A mediação no centro dos conflitos ambientais

Daniel Secches e Camila Linhares*

Quando se fala em danos ambientais, é natural que a ideia remeta a desastres de grande proporção, como rompimento de barragens, destruição de uma área de preservação, contaminação de rios e até de parte do oceano, desmatamento de grandes áreas florestais, etc. Tragédias assim atraem o interesse da mídia na mesma velocidade com que dizimam vidas presentes pelo caminho. São casos, portanto, que em tese já têm apelo suficiente para provocar na sociedade um debate público a respeito da maneira com que o homem trata o meio ambiente.

Mas nem todo dano ambiental é necessariamente de grande proporção, o que também não tira sua relevância. O impacto que uma indústria é capaz de provocar numa pequena comunidade – ainda que seja um vilarejo, por exemplo – causa, no mínimo, conflitos que afetam aquela população. E apesar de não oferecer a mesma visibilidade de outros eventos ambientais, também merecem uma reflexão e um cuidado com as pessoas afetadas. Muitas vezes, isso só ocorre depois de alguns anos de disputas judiciais entre vítimas e empresas responsáveis pelo desastre.

É o caso dos rompimentos das barragens de mineração em Mariana, em 2015, e em Brumadinho, há quatro anos, que resultaram na contaminação da água do Rio Doce e de afluentes, afetando dezenas de municípios de Minas Gerais e do Espírito Santo. Mas nem sempre essa responsabilização é tangível. É o caso da tragédia que ainda assola o Rio Grande do Sul, onde os eventos climáticos tiveram participação direta nas cheias.

Faz sentido, então, falar de mediação de conflitos quando não há uma pessoa jurídica que responda pela catástrofe? Não apenas faz, como podemos reforçar que a mediação pode ter papel central na recuperação da vida daquelas pessoas. A solução consensual, na esfera ambiental, serve para reparar não apenas os danos ecológicos ou às vítimas, mas também para prevenir contra outros transtornos semelhantes no futuro e ainda para viabilizar soluções que assegurem a proteção ambiental.

Essa prerrogativa é contemplada pela Lei de Mediação, como é chamada a lei 13.140/15, que estende seus braços de atuação não somente em circunstâncias entre particulares como também nas searas que dizem respeito ao direito coletivo, ou seja, aos casos que despertam o interesse social. Este campo também envolve os conflitos que têm o direito ambiental como pano de fundo.

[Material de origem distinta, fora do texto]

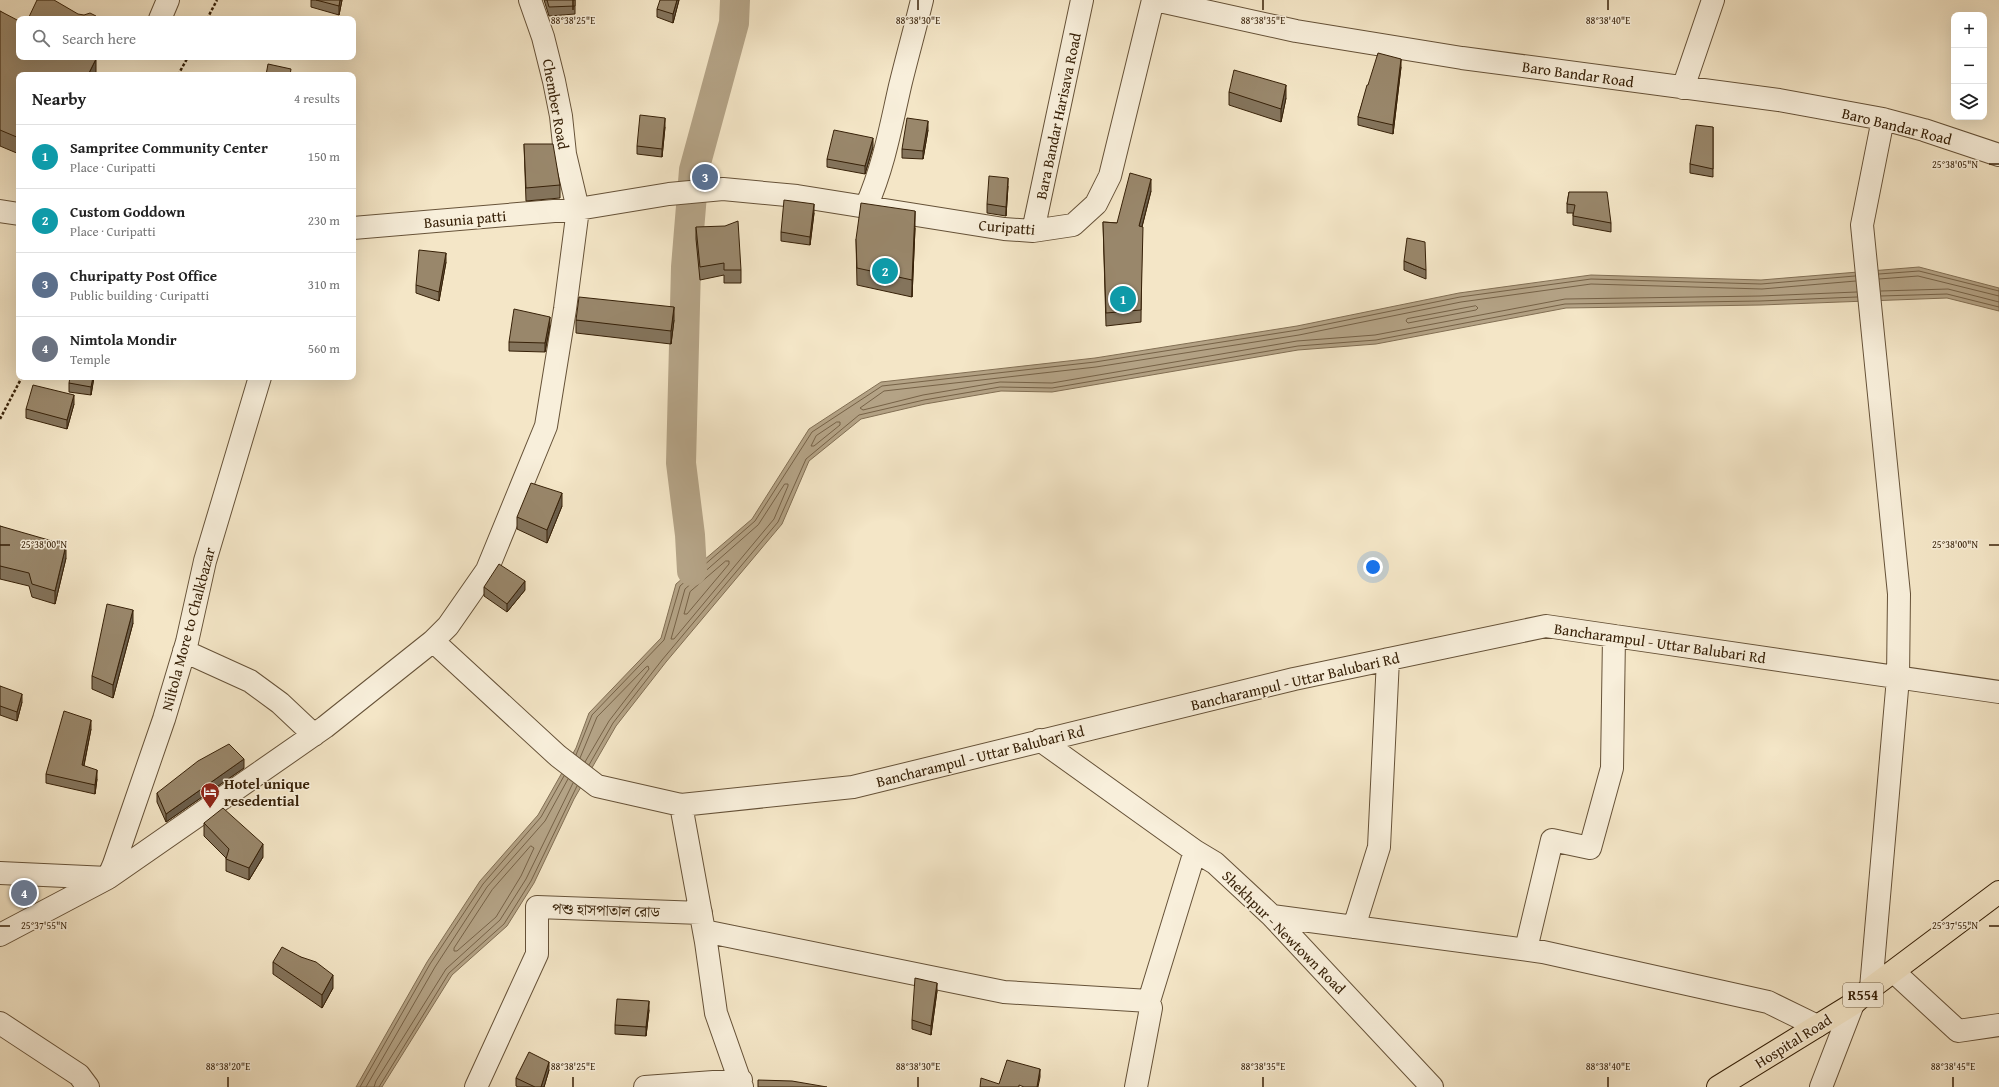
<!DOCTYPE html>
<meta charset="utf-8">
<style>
:root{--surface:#fff;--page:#f6f6f6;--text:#222;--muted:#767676;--line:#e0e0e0;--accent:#0b8043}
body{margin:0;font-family:"Gentium Book Plus","Noto Serif Bengali",serif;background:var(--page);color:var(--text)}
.controls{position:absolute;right:12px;top:12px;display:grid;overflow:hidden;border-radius:8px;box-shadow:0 4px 16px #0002}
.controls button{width:36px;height:36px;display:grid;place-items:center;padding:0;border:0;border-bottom:1px solid var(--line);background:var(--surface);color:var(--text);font:20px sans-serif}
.you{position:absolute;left:1373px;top:567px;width:14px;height:14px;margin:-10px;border:3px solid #fff;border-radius:50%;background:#1a73e8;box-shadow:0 0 0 6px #1a73e833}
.badge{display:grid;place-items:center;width:26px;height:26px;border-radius:50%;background:var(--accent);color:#fff;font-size:13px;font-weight:700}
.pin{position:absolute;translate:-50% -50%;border:2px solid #fff;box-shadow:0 1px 4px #0006}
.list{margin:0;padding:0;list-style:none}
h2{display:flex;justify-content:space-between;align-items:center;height:52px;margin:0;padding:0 16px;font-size:17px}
h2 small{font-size:13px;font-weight:400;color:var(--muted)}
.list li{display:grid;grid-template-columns:26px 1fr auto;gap:12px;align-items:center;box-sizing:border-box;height:64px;padding:0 16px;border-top:1px solid var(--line)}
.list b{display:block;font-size:15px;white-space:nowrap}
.list p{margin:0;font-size:13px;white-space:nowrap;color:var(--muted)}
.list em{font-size:13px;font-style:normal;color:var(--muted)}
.icon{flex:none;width:22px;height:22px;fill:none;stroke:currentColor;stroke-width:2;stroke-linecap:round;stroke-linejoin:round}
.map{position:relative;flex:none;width:1999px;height:1087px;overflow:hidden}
.search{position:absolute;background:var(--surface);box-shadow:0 4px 16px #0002;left:16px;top:16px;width:340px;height:44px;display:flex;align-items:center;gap:10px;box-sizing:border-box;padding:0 14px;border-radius:8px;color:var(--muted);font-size:15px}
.panel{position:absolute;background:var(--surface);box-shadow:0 4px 16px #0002;left:16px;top:72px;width:340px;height:308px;border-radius:8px}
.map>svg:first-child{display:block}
.water{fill:#b4a386;stroke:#826f54}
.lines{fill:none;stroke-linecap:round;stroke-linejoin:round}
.shore{stroke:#766247;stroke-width:1}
.river{stroke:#b4a386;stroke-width:30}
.minor-casing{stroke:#665238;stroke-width:24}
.major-casing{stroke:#372108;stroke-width:24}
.path{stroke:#372108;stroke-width:2.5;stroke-dasharray:3 2;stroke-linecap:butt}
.minor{stroke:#f8efdb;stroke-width:22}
.major{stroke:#f4e6c7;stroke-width:22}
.wall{fill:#84745c;stroke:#372108}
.shaded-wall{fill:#6b5e4b;stroke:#372108}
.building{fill:#99876b;stroke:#372108}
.ticks{fill:none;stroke:#372108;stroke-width:1.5}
.labels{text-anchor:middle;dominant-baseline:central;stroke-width:3;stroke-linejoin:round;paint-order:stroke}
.shield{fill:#f8efdb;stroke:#715f47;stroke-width:1}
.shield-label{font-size:14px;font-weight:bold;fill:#372108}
.street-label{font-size:15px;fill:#372108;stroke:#f8efdb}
.poi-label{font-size:15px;font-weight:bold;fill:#372108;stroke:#f8efdb;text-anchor:start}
.ticks-label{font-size:10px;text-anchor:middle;fill:#372108;stroke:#f8efdb;stroke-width:3;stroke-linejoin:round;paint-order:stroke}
</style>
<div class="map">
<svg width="1999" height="1087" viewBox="0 0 1999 1087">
<rect width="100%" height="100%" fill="#f4e6c7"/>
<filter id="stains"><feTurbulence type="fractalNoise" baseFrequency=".005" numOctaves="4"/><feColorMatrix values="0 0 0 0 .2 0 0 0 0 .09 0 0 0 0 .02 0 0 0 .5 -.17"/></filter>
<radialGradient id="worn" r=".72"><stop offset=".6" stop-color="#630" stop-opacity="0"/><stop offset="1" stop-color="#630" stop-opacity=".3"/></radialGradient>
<path class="water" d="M1919,267L1999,288V311L1947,298L1761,305L1566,308L1376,344L1298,350L1052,392L1001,391L925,404L861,419L809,461L782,524L666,662L616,726L574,799L534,883L507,926L452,975L382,1087H356L427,962L480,881L538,815L576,748L589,713L661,638L676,584L752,519L809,429L881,382L1095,358L1297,326L1459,293L1591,275L1761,280Z"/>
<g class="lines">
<path class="shore" d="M1879,274L1919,271L1999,291
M1879,279L1918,276L1999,296
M1856,281L1762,289L1591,284L1461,302L1299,335L1096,367L884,391L860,408L863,410L923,395L1000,382L1052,383L1297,341L1375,335L1565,299L1760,296L1857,292
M1881,291L1948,289L1999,302
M1881,296L1947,294L1999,307
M1476,306L1478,308L1476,310L1408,323L1406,321L1407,319Z
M837,422H840V425L814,446H811L816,436Z
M785,484H788V486L774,519L674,639H671L685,589L758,525Z
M726,561H729V564L687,614H684L690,592Z
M576,755L592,715L664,640L680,586L755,521L812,432L882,386L1095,362L1298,330L1460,297L1591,279L1761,284L1855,276
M580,758L597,717L646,667L648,666L649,669L609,721L585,762
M589,765L613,723L662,660L778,522L806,459L859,415L924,400L1000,387L1052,388L1298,346L1376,340L1565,304L1760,301L1857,297
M531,846L534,848L521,876L496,917L457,951H454V948L492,890Z
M360,1087L430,964L483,884L541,817L564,776
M366,1087L435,967L487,887L545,821L568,779
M374,1087L376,1081L446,969L500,920L526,879L573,783
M379,1087L449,973L504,924L531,881L577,786"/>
<path class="river" d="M692,571L690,535L681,463L686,267L694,170L734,23L735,0"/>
<g class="minor-casing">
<path id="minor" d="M1155,0L1296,31L1462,58L1779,100L1883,119L1924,130L1999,155
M160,19L168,0
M1683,88L1713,0
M866,207C884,165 890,130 900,86C907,57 915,29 922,0
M0,211L19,214
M353,228L578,209L669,194L723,189L797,196L1004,229L1033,231L1073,225L1096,204L1110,176L1153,0
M1033,231L1082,0
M433,641L558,756L597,786L681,805L853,787L1294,679L1546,626L1999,692
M184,651L250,681L280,703L314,735
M1040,740L1195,851L1215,863L1272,916L1432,1087
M681,805L706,942L716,1013L742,1087
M0,873L108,878L325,727L433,641L448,626L487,570L546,426L565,309L578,209L565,154L561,116L554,81L543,37L530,0
M1272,916L1543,952L1768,1002L1817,1026
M1354,927L1379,847L1388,659
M704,931L1004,992L1149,1001L1195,851
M0,935L108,878L114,864L164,719L187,642L205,561L260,377
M1526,949L1552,840L1590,848L1612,768L1614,636
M1894,972L1958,1031L1999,1025
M1871,988L1898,678L1899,594L1862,225L1883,119
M0,1023L79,1075L88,1087
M476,1087L537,954V907L701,913
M645,1087L741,1080
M1136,1087L1151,1008L1149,1001
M1821,1087L1853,1004"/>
</g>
<g class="major-casing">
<path id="major" d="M1718,1087L1853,1004L1871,988L1999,892"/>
</g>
<path class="path" d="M207,19L217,0
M178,75L188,57
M0,419L22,377"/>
<use href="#minor" class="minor"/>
<use href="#major" class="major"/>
</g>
<path class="wall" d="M311,0H342L339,15L311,7Z
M544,0H575V14L549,16Z
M679,0L673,23L657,17V9Z
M0,11L96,75H19V154L0,146Z
M1401,67L1393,134L1358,125V117L1368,85Z
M1229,92L1286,98L1281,122L1229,105Z
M665,127L662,157L637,154V146Z
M1713,127V177L1690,173V164Z
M928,130L923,159L902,158V149Z
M524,144L560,185V198L526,201Z
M873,147L865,174L827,167V159Z
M1008,186L1006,216L987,213V204Z
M1151,191L1142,227L1141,322L1106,326L1103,222L1117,223Z
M1569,192L1611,223V232L1573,225V213H1567V204Z
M814,213L810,245L781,241V232Z
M696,227L741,270V283H724V275L700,280L696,239Z
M915,228L912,297L857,285L856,239Z
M1404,261L1426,270V279L1404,270Z
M446,262L439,301L416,293V285Z
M576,320H674L671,344L576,333Z
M550,325L545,352L509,351V342Z
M94,377L91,395L69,392V383Z
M74,404L67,429L26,418V409Z
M562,506L547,543L517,529V517Z
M0,526L66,558L55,604L32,597L29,586L0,579Z
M484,587L525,590L507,612L484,596Z
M133,623L113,698L92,689V676Z
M0,686L22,702L17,721L0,715Z
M91,729L84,766L97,779L95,794L46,783V774Z
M244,768L166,822L157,802V793Z
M204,823L263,857L249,880L226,871V858L204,836Z
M301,957L333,988L322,1008L273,974V962Z
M937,991L931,1035L912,1029V1020Z
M649,1010L646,1036L615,1034V1025Z
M549,1070L544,1087H518L516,1086V1078Z"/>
<path class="shaded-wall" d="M340,0H342L339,15V6Z
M677,0H679L673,23V14Z
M96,59V75H88Z
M1401,59V67L1393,134V125Z
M1286,85V98L1281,122V109Z
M665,118V127L662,157V149Z
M928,121V130L923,159V151Z
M873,138V147L865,174V166Z
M1008,178V186L1006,216V207Z
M1151,179V191L1139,238V226Z
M814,204V213L810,245V237Z
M915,211V228L912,297V280Z
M446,253V262L439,301V292Z
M674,307V320L671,344V331Z
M550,317V325L545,352V343Z
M93,377H94L91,395V387Z
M74,395V404L67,429V420Z
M562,493V506L547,543V530Z
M66,545V558L55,604V591Z
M525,581V590L507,612V604Z
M133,610V623L113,698V685Z
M22,694V702L17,721V712Z
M91,720V729L82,774V765Z
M244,759V768L166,822V814Z
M97,770V779L95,794V785Z
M263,844V857L249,880V868Z
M333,975V988L322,1008V995Z
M937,983V991L931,1035V1026Z
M649,1001V1010L646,1036V1027Z
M549,1062V1070L544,1087H541Z
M1040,1069V1077L1038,1087H1037Z"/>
<path class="building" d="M37,0H54L78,14L84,15L90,13L96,16L95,19H28Z
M316,0H340L339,6Z
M547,0H575V6L549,7Z
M660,0H677L673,14L657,9Z
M0,11L19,21V57H92L96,59L88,75H19V138L0,130Z
M1378,53L1401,59L1393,125L1358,117L1367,85H1368Z
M268,64L291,69L290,75H266Z
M1234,70L1286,85L1281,109L1229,92Z
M640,115L665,118L662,149L637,146Z
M907,118L928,121L923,151L902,149Z
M1696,125L1713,127V169L1690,164Z
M834,130L873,138L865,166L827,159Z
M524,144H553L560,185L526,188Z
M1130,173L1151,179L1139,226L1143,227L1141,310L1106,313L1103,222L1117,223Z
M989,176L1008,178L1006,207L987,204Z
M1569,192H1607L1611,223L1573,216L1575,205L1567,204Z
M784,200L814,204L810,237L781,232Z
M861,203L915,211L912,280L857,268L856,239Z
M738,221L741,270H724V263L700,267L696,227L725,226Z
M1407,238L1425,242L1426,270L1404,261Z
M419,250L446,253L439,292L416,285Z
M579,297L674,307L671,331L576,320Z
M514,309L550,317L545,343L509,342Z
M70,377H93L91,387L69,383Z
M33,385L74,395L67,420L26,409Z
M531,483L562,493L547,530L517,517Z
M0,526L66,545L55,591L32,584L29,573L0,566Z
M499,564L525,581L507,604L484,587Z
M107,604L133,610L113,685L92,676Z
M0,686L22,694L17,712L0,706Z
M64,711L91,720L82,765L97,770L95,785L46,774Z
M229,744L244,759L166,814L157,793L198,761Z
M223,808L263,844L249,868L226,859L229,849L204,823Z
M282,947L301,957L316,962L333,975L322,995L273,962Z
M915,978L937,983L931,1026L912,1020Z
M617,999L649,1001L646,1027L615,1025Z
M529,1052L549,1062L541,1087H535L516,1078Z
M1007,1060L1040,1069L1037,1087H1024L1019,1085V1087H980L981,1078L999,1084Z
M758,1080L792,1081L827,1087H758Z"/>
<path class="ticks" d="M573,0V10M918,0V10M1263,0V10M1608,0V10M1989,164H1999M0,545H10M1989,545H1999M0,926H10M1989,926H1999M228,1077V1087M573,1077V1087M918,1077V1087M1263,1077V1087M1608,1077V1087M1953,1077V1087"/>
<defs>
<g id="hotel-pin" transform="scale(1)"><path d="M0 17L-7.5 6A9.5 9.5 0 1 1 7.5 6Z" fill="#8f2418" stroke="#f8efdb"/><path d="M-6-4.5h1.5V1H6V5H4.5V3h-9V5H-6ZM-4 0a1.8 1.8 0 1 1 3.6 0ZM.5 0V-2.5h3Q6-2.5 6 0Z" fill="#fff"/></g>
</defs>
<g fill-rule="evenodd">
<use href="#hotel-pin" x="210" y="792"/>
</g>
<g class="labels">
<rect class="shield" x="1843" y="983" width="40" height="24" rx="3"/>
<g class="shield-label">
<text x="1863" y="995">R554</text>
</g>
<g class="street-label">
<text transform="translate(1578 74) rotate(8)">Baro Bandar Road</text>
<text transform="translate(556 104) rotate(80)">Chember Road</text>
<text transform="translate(1058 116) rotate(-78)">Bara Bandar Harisava Road</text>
<text transform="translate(1897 126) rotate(14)">Baro Bandar Road</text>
<text transform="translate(465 219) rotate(-5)">Basunia patti</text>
<text transform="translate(1007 227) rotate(5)">Curipatti</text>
<text transform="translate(188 629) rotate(-75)">Niltola More to Chalkbazar</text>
<text transform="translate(1660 643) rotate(8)">Bancharampul - Uttar Balubari Rd</text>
<text transform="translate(1295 681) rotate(-13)">Bancharampul - Uttar Balubari Rd</text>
<text transform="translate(980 756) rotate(-14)">Bancharampul - Uttar Balubari Rd</text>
<text transform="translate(606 910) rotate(2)">পশু হাসপাতাল রোড</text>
<text transform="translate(1284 932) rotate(45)">Shekhpur - Newtown Road</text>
<text transform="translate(1793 1041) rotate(-32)">Hospital Road</text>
</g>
<g class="poi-label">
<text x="224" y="783">Hotel unique<tspan x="224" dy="17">resedential</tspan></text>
</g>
</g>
<g class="ticks-label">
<text x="573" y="24">88°38'25"E</text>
<text x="918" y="24">88°38'30"E</text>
<text x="1263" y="24">88°38'35"E</text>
<text x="1608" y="24">88°38'40"E</text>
<text x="1955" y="168">25°38'05"N</text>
<text x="44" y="548">25°38'00"N</text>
<text x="1955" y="548">25°38'00"N</text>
<text x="44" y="929">25°37'55"N</text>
<text x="1955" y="929">25°37'55"N</text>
<text x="228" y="1070">88°38'20"E</text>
<text x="573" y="1070">88°38'25"E</text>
<text x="918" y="1070">88°38'30"E</text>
<text x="1263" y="1070">88°38'35"E</text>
<text x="1608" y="1070">88°38'40"E</text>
<text x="1953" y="1070">88°38'45"E</text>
</g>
<rect width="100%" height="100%" filter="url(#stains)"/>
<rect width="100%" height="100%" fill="url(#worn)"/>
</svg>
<div class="controls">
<button>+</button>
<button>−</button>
<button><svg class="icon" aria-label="layers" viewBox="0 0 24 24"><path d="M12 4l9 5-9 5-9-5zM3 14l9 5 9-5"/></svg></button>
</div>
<div class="you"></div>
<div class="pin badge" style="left:1123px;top:299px;background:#0f9aa8">1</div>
<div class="pin badge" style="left:885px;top:271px;background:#0f9aa8">2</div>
<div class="pin badge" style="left:705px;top:177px;background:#5c6f8a">3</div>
<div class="pin badge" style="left:24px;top:893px;background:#6b7280">4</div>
<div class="search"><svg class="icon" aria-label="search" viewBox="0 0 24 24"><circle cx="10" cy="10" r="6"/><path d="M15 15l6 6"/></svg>Search here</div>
<section class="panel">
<h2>Nearby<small>4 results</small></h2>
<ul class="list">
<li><span class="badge" style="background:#0f9aa8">1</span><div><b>Sampritee Community Center</b><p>Place · Curipatti</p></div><em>150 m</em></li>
<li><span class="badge" style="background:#0f9aa8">2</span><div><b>Custom Goddown</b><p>Place · Curipatti</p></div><em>230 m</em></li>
<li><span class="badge" style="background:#5c6f8a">3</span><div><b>Churipatty Post Office</b><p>Public building · Curipatti</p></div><em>310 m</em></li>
<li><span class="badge" style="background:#6b7280">4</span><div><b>Nimtola Mondir</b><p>Temple</p></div><em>560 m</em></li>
</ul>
</section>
</div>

No caso do Rio Grande do Sul, a mediação tende a ser objeto semelhante ao que representou após as tragédias em Minas. Muitas famílias que viviam em localidades inapropriadas precisarão ser reassentadas em novas localidades. Isso inevitavelmente vai impactar na urbanização de diversas cidades e trará efeitos diretos sobre o funcionamento de prédios e patrimônios públicos. Escolas e postos de saúde também poderão ter de migrar para outros pontos. Alguns municípios e vilarejos terão de ser quase que integralmente reconstruídos, numa perspectiva bem diferente do que foi antes da tragédia.

Mas essas decisões não devem ser impostas. A população é vítima da tragédia ambiental; não cúmplice. Por isso, será necessário ter um diálogo bastante humanizado com todas elas, para que qualquer decisão seja minimamente traumática – até mais do que já foi. O caminho mais adequado a se tomar pelo poder público é aproximar-se das pessoas e buscar soluções que sejam construídas entre as diferentes partes afetadas. Judicialmente, isso será moroso, desgastante e insatisfatório para algum dos lados.

O papel dos mecanismos extrajudiciais vão, portanto, além de tomadas de decisões de cima para baixo. O ideal é que haja uma união de forças, uma sintonia por meio da qual todos sejam co-construtores de um futuro ainda incerto para o povo do Rio Grande do Sul. Mais uma vez, é necessário ressaltar o quanto a mediação coloca todos os seus atores como protagonistas. E, juntos, todos ganham um mesmo poder de ter voz. Este é um alento em meio à tragédia. A história mostra que os gaúchos sabem muito bem encontrar novas direções quando se unem.